Flea markets are full of cds because nobody collects them anymore. I think it’s a shame. People don’t want to buy music when illegal downloading or using streaming services is very easy, fast and free. I’m a huge fan of classic rock and I think the genre has lost some of its magic because of modern music trends. When I buy albums I believe the whole album is the adventure and I never buy just a band’s single. Some songs jump out right at you or grow on you and there’s always the radio hit but albums should be listened from top to bottom. That’s what makes you fall deeper in love with the artist. Technology has changed and services like iTunes encourage audiences to cherry pick and purchase singles.
This is just my opinion but music has become elevator music to many people. It doesn’t evoke strong feelings anymore. It’s just something disposable that goes in one ear and out the other.

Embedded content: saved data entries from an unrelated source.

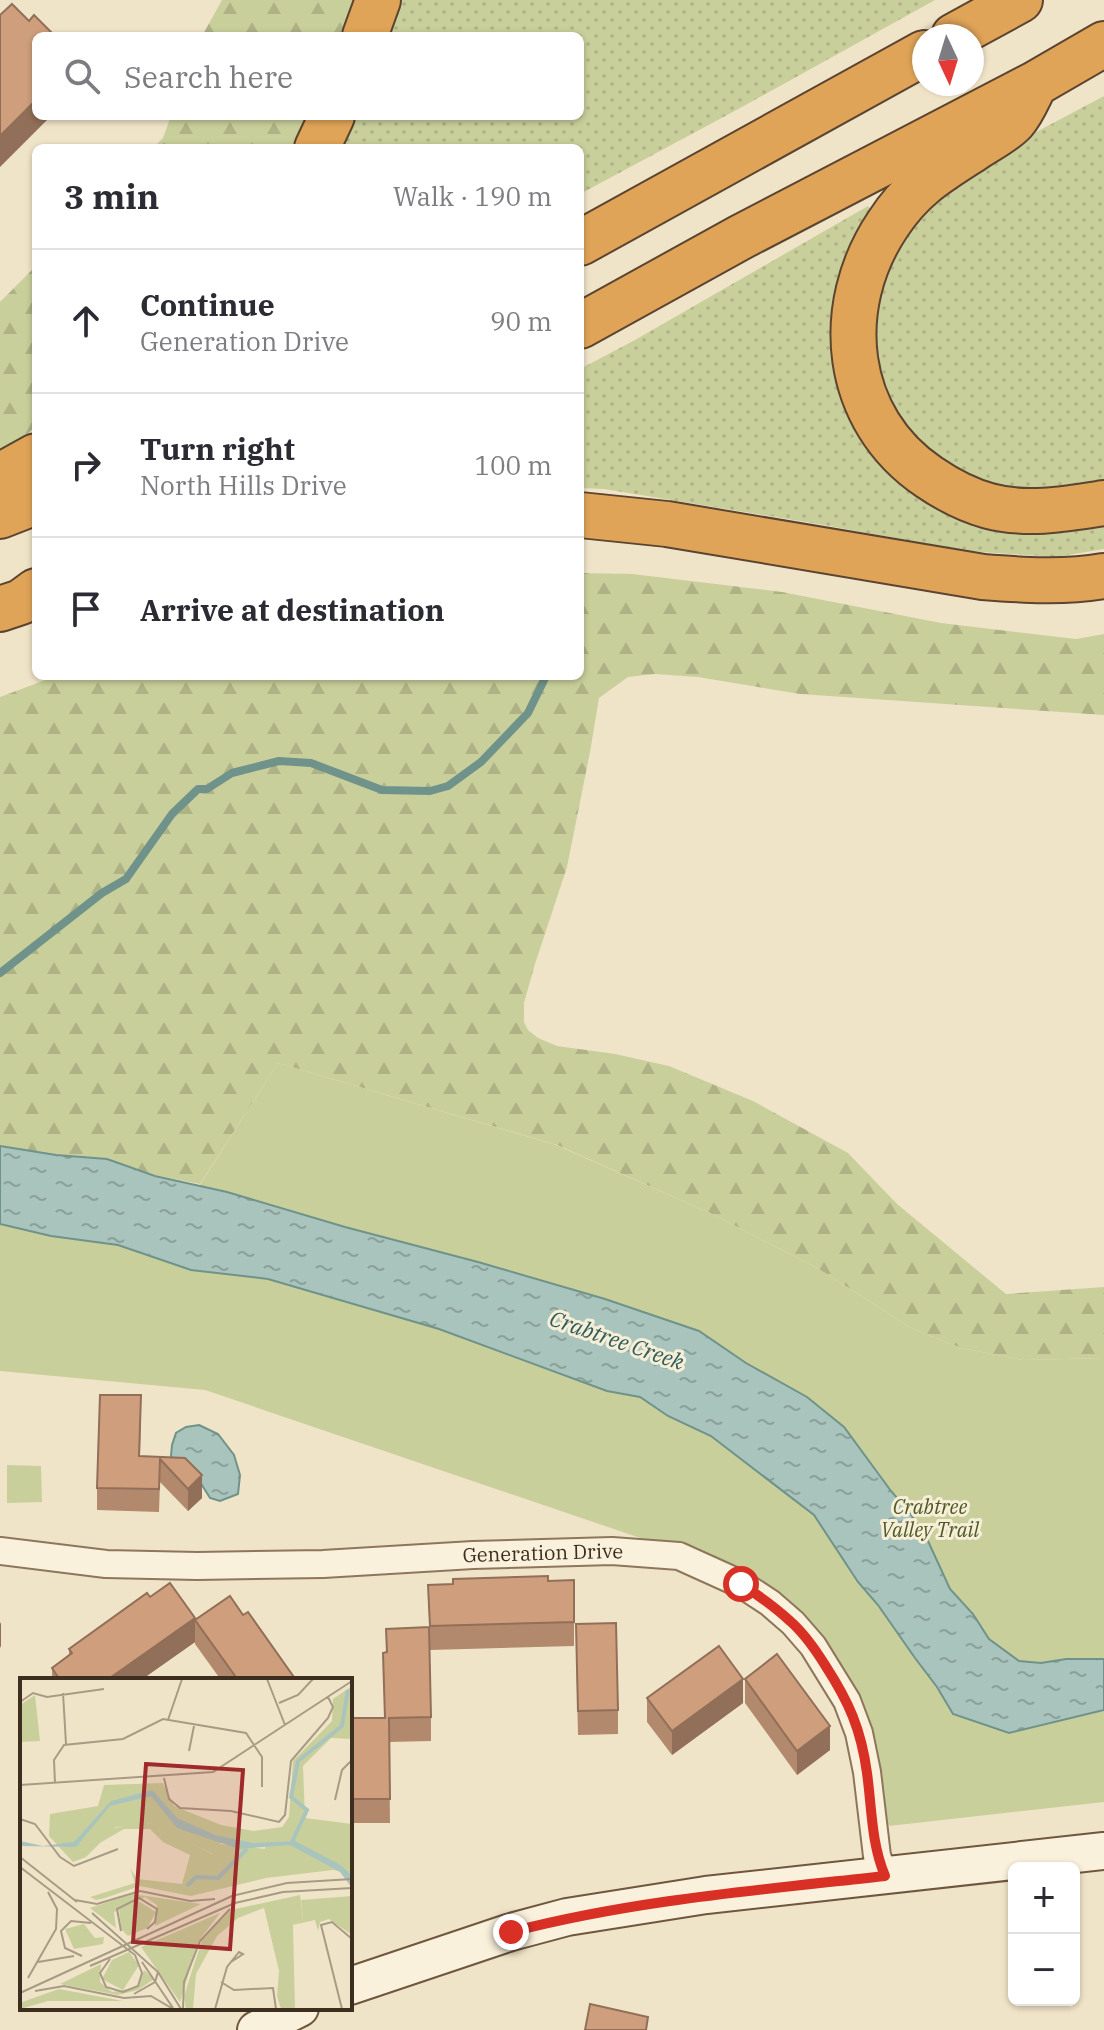 <!DOCTYPE html>
<html lang="en">
<head>
<meta charset="utf-8">
<style>
  body { margin:0; font-family:"IBM Plex Serif",serif; background:#f2f2f3; color:#2b2b33 }
  .controls { position:absolute; right:24px; bottom:24px; display:grid; overflow:hidden; border-radius:12px; box-shadow:0 2px 6px #0004 }
  .controls button { width:72px; height:72px; display:grid; place-items:center; padding:0; border:0; border-bottom:2px solid #e1e1e2; background:#fff; color:#2b2b33; font:40px sans-serif }
  .compass { position:absolute; left:912px; top:24px; width:72px; height:72px; border-radius:50%; background:#fff; box-shadow:0 2px 6px #0004; rotate:176deg }
  .stop { position:absolute; width:24px; height:24px; margin:-18px; border:6px solid #d93025; border-radius:50%; background:#fff }
  .stop.end { background:#d93025; border-color:#fff; box-shadow:0 2px 8px #0008 }
  .list { margin:0; padding:0; list-style:none }
  h2 { display:flex; justify-content:space-between; align-items:center; height:104px; margin:0; padding:0 32px; font-size:34px }
  h2 small { font-size:26px; font-weight:400; color:#7c7c81 }
  .list li { display:grid; grid-template-columns:52px 1fr auto; gap:24px; align-items:center; box-sizing:border-box; height:144px; padding:0 32px; border-top:2px solid #e1e1e2 }
  .list b { display:block; font-size:30px; white-space:nowrap }
  .list p { margin:0; font-size:26px; white-space:nowrap; color:#7c7c81 }
  .list em { font-size:26px; font-style:normal; color:#7c7c81 }
  .icon { flex:none; width:44px; height:44px; fill:none; stroke:currentColor; stroke-width:2; stroke-linecap:round; stroke-linejoin:round }
  .map { position:relative; flex:none; width:1104px; height:2030px; overflow:hidden }
  .search { position:absolute; background:#fff; box-shadow:0 2px 6px #0004; left:32px; top:32px; width:552px; height:88px; display:flex; align-items:center; gap:20px; box-sizing:border-box; padding:0 28px; border-radius:12px; color:#7c7c81; font-size:30px }
  .panel { position:absolute; background:#fff; box-shadow:0 2px 6px #0004; left:32px; top:144px; width:552px; height:536px; border-radius:12px }
  .map>svg:first-child { display:block }
</style>
</head>
<body>
<div class="map">
<svg width="1104" height="2030" viewBox="0 0 1104 2030">
  <defs>
    <pattern id="grass-dots" width="8" height="8" patternUnits="userSpaceOnUse" patternTransform="scale(2)"><rect width="8" height="8" fill="#c9cf9b"/><path d="M2 2h.1M6 6h.1" fill="none" stroke="#aeb285" stroke-width="1.8" stroke-linecap="round"/></pattern>
    <pattern id="forest-firs" width="22" height="20" patternUnits="userSpaceOnUse" patternTransform="scale(2)"><rect width="22" height="20" fill="#c9cf9b"/><path d="M5 1l3.5 6h-7zM16 11l3.5 6h-7z" fill="#aeb285"/></pattern>
    <pattern id="water-ripples" width="26" height="14" patternUnits="userSpaceOnUse" patternTransform="scale(2)"><rect width="26" height="14" fill="#a9c4bc"/><path d="M2 4q2-2 4 0t4 0M15 11q2-2 4 0t4 0" fill="none" stroke="#8ba098"/></pattern>
  </defs>
  <rect width="100%" height="100%" fill="#f0e4c8"/>
  <!-- grass -->
  <path fill="url(#grass-dots)" d="M 391,0 L 935,0 L 742,107 L 580,194 L 580,148 L 330,148 L 344,116 L 580,116 L 580,36 L 379,36 Z
    M 1104,96 L 1104,490 L 1017,498 L 926,457 L 887,408 L 868,319 L 879,275 L 915,210 L 957,174 Z
    M 868,206 L 872,211 L 840,287 L 929,500 L 1104,518 L 1104,549 L 1056,557 L 966,551 L 818,524 L 604,489 L 580,488 L 580,369 L 635,340 Z"/>
  <!-- forest -->
  <path fill="url(#forest-firs)" d="M 222,0 L 354,0 L 342,36 L 202,36 Z
    M 171,116 L 309,116 L 293,148 L 153,148 L 163,138 Z
    M 36,266 L 36,426 L 21,440 L 0,449 L 0,302 Z
    M 580,573 L 632,574 L 782,592 L 941,623 L 1076,639 L 1104,634 L 1104,715 L 800,694 L 698,677 L 655,674 L 628,677 L 599,698 L 590,752 L 567,867 L 535,964 L 524,1003 L 524,1022 L 528,1030 L 538,1038 L 557,1046 L 615,1054 L 669,1066 L 753,1101 L 848,1153 L 897,1204 L 1006,1294 L 1104,1287 L 1104,1358 L 1023,1360 L 961,1348 L 913,1329 L 817,1268 L 710,1213 L 557,1145 L 278,1063 L 200,1184 L 155,1175 L 107,1159 L 56,1155 L 0,1146 L 0,697 L 56,676 L 580,676 Z"/>
  <!-- park -->
  <path fill="#c9cf9b" d="M 278,1063 L 556,1145 L 710,1213 L 817,1268 L 913,1329 L 961,1348 L 1023,1360 L 1104,1358 L 1104,1802 L 889,1826 L 850,1721 L 752,1576 L 205,1390 L 0,1371 L 0,1187 L 178,1219 Z
    M 7,1465 L 41,1466 L 42,1502 L 7,1503 Z"/>
  <!-- water -->
  <path fill="url(#water-ripples)" stroke="#6f938a" stroke-width="2" d="M 0,1146 L 56,1155 L 107,1159 L 155,1176 L 227,1192 L 345,1227 L 478,1262 L 605,1299 L 699,1331 L 746,1363 L 807,1397 L 844,1427 L 891,1491 L 910,1513 L 928,1541 L 950,1589 L 973,1614 L 989,1639 L 1019,1661 L 1041,1663 L 1066,1659 L 1104,1659 L 1104,1710 L 1009,1733 L 953,1714 L 937,1687 L 915,1658 L 878,1605 L 858,1582 L 814,1515 L 711,1436 L 668,1416 L 640,1397 L 607,1391 L 439,1329 L 268,1279 L 191,1270 L 118,1245 L 51,1236 L 0,1224 Z
    M 199,1425 L 218,1434 L 234,1455 L 240,1475 L 238,1494 L 220,1501 L 210,1498 L 200,1482 L 176,1465 L 171,1456 L 172,1445 L 176,1433 L 186,1427 Z"/>
  <g fill="none" stroke-linecap="round" stroke-linejoin="round">
    <!-- stream -->
    <path stroke="#6f938a" stroke-width="8" d="M 0,973 L 102,893 L 126,879 L 172,814 L 198,789 L 207,789 L 232,773 L 279,761 L 311,763 L 382,790 L 430,791 L 448,786 L 481,762 L 528,713 L 546,676"/>
    <!-- street casing -->
    <g stroke="#8d765c" stroke-width="30">
      <g id="street">
        <path id="s1" d="M 0,1551 L 106,1564 L 197,1566 L 323,1564 L 473,1555 L 612,1551 L 679,1556 L 741,1584 L 770,1603 L 793,1623 L 813,1646 L 847,1701 L 859,1733 L 867,1772 L 877,1856 L 885,1876"/>
      </g>
    </g>
    <!-- secondary casing -->
    <g stroke="#6f573f" stroke-width="40">
      <path id="secondary" d="M 350,1986 L 511,1932 L 567,1917 L 706,1895 L 1104,1851
        M 256,2030 L 300,2008"/>
    </g>
    <!-- highway casing -->
    <g stroke="#5b4430" stroke-width="48">
      <path id="highway" d="M 365,36 L 378,0
        M 954,36 L 1020,0
        M 1035,84 C 1029,95 1023,111 1014,121 C 1004,132 987,140 974,149 C 938,172 912,187 888,224 C 832,307 843,419 929,477 C 948,490 967,500 989,506 C 1027,516 1066,509 1104,503
        M 317,148 L 332,116
        M 580,243 L 924,53
        M 580,326 L 741,237 L 1035,84 L 1104,44
        M 0,476 L 36,456
        M 580,515 L 667,524 L 983,577 C 1023,580 1064,583 1104,576
        M 0,516 L 36,502
        M 0,609 L 21,602 L 36,591"/>
    </g>
    <!-- street -->
    <use href="#street" stroke="#faf1dc" stroke-width="26"/>
    <!-- secondary -->
    <use href="#secondary" stroke="#faf1dc" stroke-width="36"/>
    <!-- highway -->
    <use href="#highway" stroke="#e0a458" stroke-width="44"/>
  </g>
  <!-- wall -->
  <path fill="#b2896c" d="M 141,1418 L 140,1456 L 185,1458 L 202,1498 L 188,1511 L 160,1482 L 159,1512 L 97,1510 L 97,1488 Z
    M 574,1580 L 574,1646 L 430,1650 L 428,1585 Z
    M 150,1597 L 195,1642 L 141,1680 L 52,1680 L 52,1668 L 69,1656 L 69,1649 Z
    M 243,1615 L 296,1680 L 221,1680 L 195,1644 L 195,1620 Z
    M 386,1629 L 431,1717 L 431,1741 L 389,1742 L 390,1823 L 350,1823 L 350,1718 L 385,1718 L 383,1653 L 386,1653 Z
    M 576,1648 L 618,1710 L 618,1734 L 578,1735 Z
    M 745,1679 L 830,1750 L 797,1775 L 745,1703 Z
    M 647,1698 L 743,1703 L 672,1755 L 647,1722 Z"/>
  <!-- shaded-wall -->
  <path fill="#916f58" d="M 36,100 L 36,116 L 51,116 L 0,167 L 0,136 Z
    M 202,1475 L 202,1498 L 188,1511 L 188,1489 Z
    M 195,1618 L 195,1642 L 141,1680 L 107,1680 Z
    M 1,1622 L 1,1646 L 0,1648 L 0,1624 Z
    M 743,1679 L 743,1703 L 672,1755 L 672,1731 Z
    M 830,1726 L 830,1750 L 797,1775 L 797,1751 Z"/>
  <!-- building -->
  <path fill="#cf9f7d" stroke="#916f58" stroke-width="2" d="M 12,4 L 29,21 L 34,15 L 55,36 L 36,36 L 36,100 L 0,136 L 0,15 Z
    M 100,1395 L 141,1395 L 139,1456 L 185,1458 L 202,1475 L 188,1489 L 160,1459 L 159,1489 L 97,1488 Z
    M 548,1576 L 548,1581 L 574,1580 L 574,1622 L 430,1626 L 428,1585 L 453,1584 L 453,1579 Z
    M 170,1583 L 195,1618 L 107,1680 L 60,1680 L 52,1668 L 72,1653 L 69,1649 L 147,1593 L 150,1597 Z
    M 230,1596 L 243,1615 L 248,1612 L 296,1680 L 238,1680 L 195,1620 Z
    M 616,1623 L 618,1710 L 578,1711 L 576,1624 Z
    M 429,1627 L 431,1717 L 389,1718 L 390,1799 L 350,1799 L 350,1718 L 385,1718 L 383,1653 L 387,1652 L 386,1629 Z
    M 719,1646 L 743,1679 L 672,1731 L 647,1698 Z
    M 777,1654 L 830,1726 L 797,1751 L 745,1679 Z
    M 590,2004 L 648,2017 L 646,2030 L 585,2030 Z"/>
  <g fill="none" stroke-linecap="round" stroke-linejoin="round">
    <!-- route -->
    <path stroke="#d93025" stroke-width="10" d="M 511,1932 C 634,1900 760,1890 885,1876 C 871,1842 872,1809 867,1773 C 861,1729 849,1702 825,1665 C 815,1649 804,1633 790,1621 C 775,1607 758,1595 741,1584"/>
  </g>
  <g text-anchor="middle" stroke-width="6" stroke-linejoin="round" paint-order="stroke">
    <!-- park labels -->
    <g font-size="20" font-style="italic" fill="#4d5a26" stroke="#f7eed8">
      <text x="930" y="1514">Crabtree<tspan x="930" dy="23">Valley Trail</tspan></text>
    </g>
    <!-- street labels -->
    <g font-size="20" fill="#3d2e20" stroke="#f7eed8">
      <text dy="7" stroke="none"><textPath href="#s1" startOffset="544">Generation Drive</textPath></text>
    </g>
    <!-- water labels -->
    <g font-size="22" font-style="italic" fill="#2f5d5a" stroke="#f7eed8">
      <text transform="translate(617 1340) rotate(19)" y="8">Crabtree Creek</text>
    </g>
  </g>
  <!-- overview -->
  <g transform="translate(20 1678)">
    <rect width="332" height="332" fill="#f0e4c8"/>
    <path d="M 112,216 L 181,226 L 135,248 L 137,227 L 125,219 L 94,234 L 96,250 L 70,230 ZM 115,221 L 136,234 L 127,250 L 108,258 L 101,251 L 99,230 ZM 200,235 L 178,264 L 160,324 L 121,269 ZM 109,274 L 119,287 L 103,312 L 82,301 L 92,282 ZM 81,286 L 80,304 L 92,314 L 118,309 L 124,292 L 134,301 L 118,312 L 98,317 L 40,306 Z" fill="#c9cf9b"/>
    <path d="M 15,17 L 20,63 L 0,64 L 0,27 ZM 118,144 L 134,146 L 192,176 L 200,166 L 246,171 L 246,200 L 171,218 L 120,208 L 85,220 L 76,222 L 70,219 L 115,205 L 110,190 L 117,201 L 162,206 L 170,177 L 143,164 L 130,151 L 104,151 L 80,165 L 92,151 ZM 280,217 L 283,241 L 273,247 L 275,331 L 261,331 L 257,318 L 259,293 L 244,230 L 218,240 L 197,258 L 176,296 L 173,331 L 166,331 L 164,318 L 182,262 L 211,232 ZM 64,246 L 75,260 L 84,259 L 83,266 L 54,271 L 45,251 ZM 39,311 L 103,323 L 28,323 L 0,331 L 2,324 Z" fill="#c9cf9b"/>
    <path d="M 332,8 L 332,61 L 311,60 L 283,88 L 285,140 L 332,146 L 332,195 L 313,192 L 246,200 L 245,166 L 202,163 L 193,176 L 129,145 L 96,149 L 66,179 L 53,184 L 29,158 L 30,136 L 78,128 L 84,107 L 143,105 L 154,128 L 201,147 L 234,153 L 262,149 L 269,139 L 273,83 L 312,43 L 313,21 ZM 332,218 L 332,257 L 309,241 L 300,244 L 298,253 L 295,242 L 273,247 L 283,241 L 281,222 Z" fill="#c9cf9b"/>
    <path d="M 132,112 L 157,140 L 195,157 L 233,165 L 275,163 L 319,186 L 332,197 L 332,210 L 320,194 L 270,167 L 219,171 L 157,150 L 131,118 L 90,128 L 56,169 L 0,168 L 0,163 L 23,168 L 54,164 L 91,123 Z" fill="#a9c4bc"/>
    <path fill="none" stroke="#a9c4bc" stroke-width="4" d="M 272,164 L 287,132 L 271,119 L 278,83 L 322,48 L 328,12M 167,208 L 176,199 L 198,200 L 227,171"/>
    <path fill="none" stroke="#a89b85" stroke-width="2" d="M 247,1 L 265,47M 43,15 L 46,66M 0,24 L 13,15 L 27,19 L 84,11M 259,25 L 278,17 L 293,1M 148,42 L 162,1M 169,73 L 174,48M 144,100 L 149,121 L 160,130 L 211,133 L 259,144 L 265,137 L 271,83 L 308,40 L 313,29 L 308,19M 35,105 L 34,82 L 44,67 L 103,61 L 143,41 L 226,55 L 242,79 L 242,109M 0,107 L 193,94 L 332,3M 315,122 L 322,92 L 332,82M 0,141 L 15,146 L 40,179 L 54,188 L 98,171M 0,179 L 57,224M 0,189 L 115,277 L 122,295 L 118,308 L 103,314 L 86,309 L 80,295 L 90,281M 55,222 L 77,226 L 120,213 L 170,223 L 195,221M 72,235 L 138,294 L 135,304 L 114,316M 101,253 L 97,231 L 119,220 L 137,231 L 135,244 L 127,251M 62,278 L 45,270 L 41,253 L 51,243 L 71,245M 18,284 L 54,278M 122,284 L 153,330M 70,288 L 215,225 L 263,214 L 332,210M 138,294 L 161,331M 8,300 L 36,251 L 37,231 L 28,214M 201,304 L 214,312 L 253,310 L 256,331M 15,313 L 44,308 L 104,320 L 131,318 L 153,331M 0,315 L 212,218 L 267,205 L 332,201M 163,331 L 164,304 L 180,263 L 210,231M 195,331 L 207,289 L 219,274 L 223,276 L 211,284M 322,331 L 301,247 L 312,244 L 332,261"/>
    <path fill="#9e2a2b" fill-opacity="0.15" stroke="#9e2a2b" stroke-width="4" d="M 126,86 L 223,92 L 210,271 L 113,264 Z"/>
    <rect width="332" height="332" fill="none" stroke="#3d2e20" stroke-width="4"/>
  </g>
</svg>
<div class="controls">
<button>+</button>
<button>−</button>
</div>
<svg class="compass" viewBox="-18 -18 36 36"><path d="M0-13l5 13h-10z" fill="#e53935"/><path d="M0 13l5-13h-10z" fill="#7c7c81"/></svg>
<div class="stop" style="left:741px;top:1584px"></div>
<div class="stop end" style="left:511px;top:1932px"></div>
<div class="search"><svg class="icon" aria-label="search" viewBox="0 0 24 24"><circle cx="10" cy="10" r="6"/><path d="M15 15l6 6"/></svg>Search here</div>
<section class="panel">
<h2>3 min<small>Walk · 190 m</small></h2>
<ul class="list">
<li><svg class="icon" aria-label="ahead" viewBox="0 0 24 24"><path d="M12 20V5M6 11l6-6 6 6"/></svg><div><b>Continue</b><p>Generation Drive</p></div><em>90 m</em></li>
<li><svg class="icon" aria-label="right" viewBox="0 0 24 24"><path d="M7 20v-9h11M14 6l5 5-5 5"/></svg><div><b>Turn right</b><p>North Hills Drive</p></div><em>100 m</em></li>
<li><svg class="icon" aria-label="arrive" viewBox="0 0 24 24"><path d="M6 21V4h12l-3 4 3 4H6"/></svg><div><b>Arrive at destination</b></div></li>
</ul>
</section>
</div>
</body>
</html>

When you ask youngsters about their favorite artists they don’t have an answer. They just listen to whatever is played on the radio. Where’s the magic? Where’s the enthusiasm? The change in music industry has not only affected recording sales. Music journalism and music videos have found new ways of working in the field. As a result the last music television channel in Finland called The Voice got cancelled in 2012. Even legendary Suosikki-magazine suffered the same fate. It had been published since 1961.
Regardless of all the negative changes in music industry there is still hope for people like me. Studies show that Finnish people spent over 2,5 times more money on CDs than on digital services in 2012. Streaming services’ share of total sales was only 19 per cent despite the fact that Spotify had been on the markets for four years. Album sales may have been declining for the past ten years but music will never lose its importance or be forgotten. Not if it’s up to me.